Uveal Melanoma Cell Line Proliferation Is Inhibited by Ricolinostat, a Histone Deacetylase Inhibitor

Abstract

Uveal melanoma (UM) is the most common adult eye cancer. UM originates in the iris, ciliary body or choroid (collectively known as the uvea), in the middle layer of the eye. This first or primary UM is treated by targeting cancer cells using ocular radiation implants or by surgical removal of the eye. However, when UM spreads to the liver and other parts of the body, patients have a poor survival prognosis. Unfortunately, there are no effective treatment options for UM that has spread. Our aim is to help identify effective treatments for UM. In our study, we identified that the drug ACY-1215 prevents the growth of cells derived from UM in the eye and a UM that spread to the liver. Our pre-clinical study uncovered a potential treatment approach for advanced UM. Metastatic uveal melanoma (MUM) is characterized by poor patient survival. Unfortunately, current treatment options demonstrate limited benefits. In this study, we evaluate the efficacy of ACY-1215, a histone deacetylase inhibitor (HDACi), to attenuate growth of primary ocular UM cell lines and, in particular, a liver MUM cell line in vitro and in vivo, and elucidate the underlying molecular mechanisms. A significant (p = 0.0001) dose-dependent reduction in surviving clones of the primary ocular UM cells, Mel270, was observed upon treatment with increasing doses of ACY-1215. Treatment of OMM2.5 MUM cells with ACY-1215 resulted in a significant (p = 0.0001), dose-dependent reduction in cell survival and proliferation in vitro, and in vivo attenuation of primary OMM2.5 xenografts in zebrafish larvae. Furthermore, flow cytometry revealed that ACY-1215 significantly arrested the OMM2.5 cell cycle in S phase (p = 0.0001) following 24 h of treatment, and significant apoptosis was triggered in a time- and dose-dependent manner (p < 0.0001). Additionally, ACY-1215 treatment resulted in a significant reduction in OMM2.5 p-ERK expression levels.

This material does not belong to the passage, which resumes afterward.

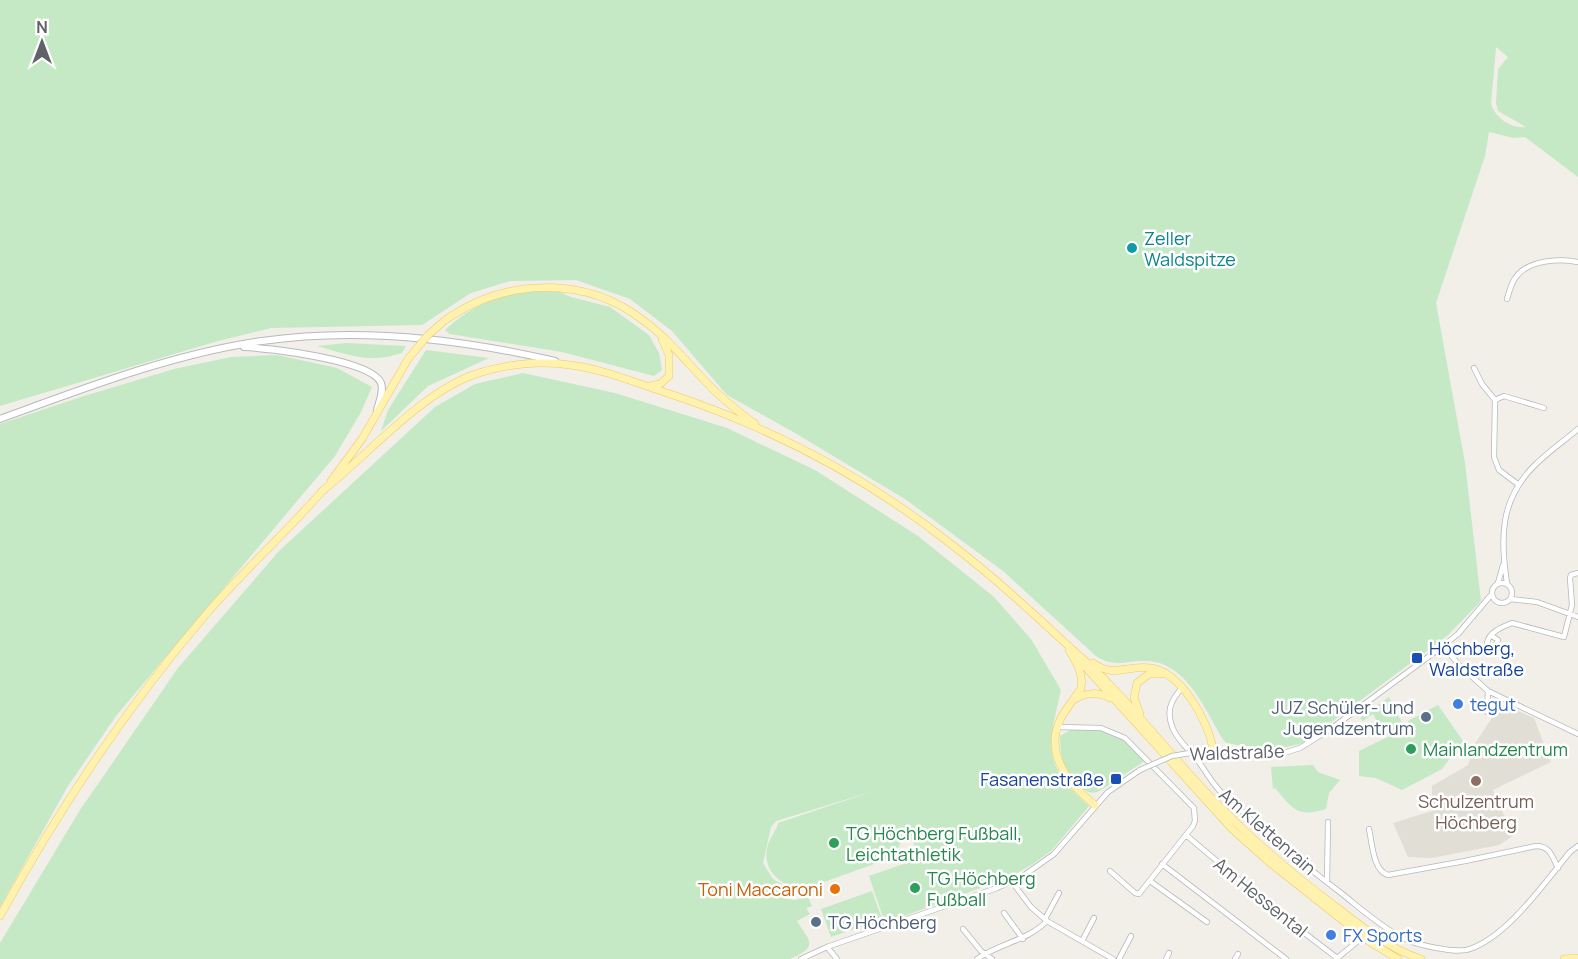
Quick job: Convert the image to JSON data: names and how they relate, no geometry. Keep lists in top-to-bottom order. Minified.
{"streets":{"street":["Waldstraße","Am Klettenrain","Am Hessental"]},"places":{"other":["Zeller Waldspitze","tegut","JUZ Schüler- und Jugendzentrum","Mainlandzentrum","Schulzentrum Höchberg","TG Höchberg Fußball, Leichtathletik","TG Höchberg Fußball","Toni Maccaroni","TG Höchberg","FX Sports"],"transit":["Höchberg, Waldstraße","Fasanenstraße"]},"north":"top"}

Through proteome profiling, the attenuation of the microphthalmia-associated transcription factor (MITF) signaling pathway was linked to the observed anti-cancer effects of ACY-1215. In agreement, pharmacological inhibition of MITF signaling with ML329 significantly reduced OMM2.5 cell survival and viability in vitro (p = 0.0001) and reduced OMM2.5 cells in vivo (p = 0.0006). Our findings provide evidence that ACY-1215 and ML329 are efficacious against growth and survival of OMM2.5 MUM cells.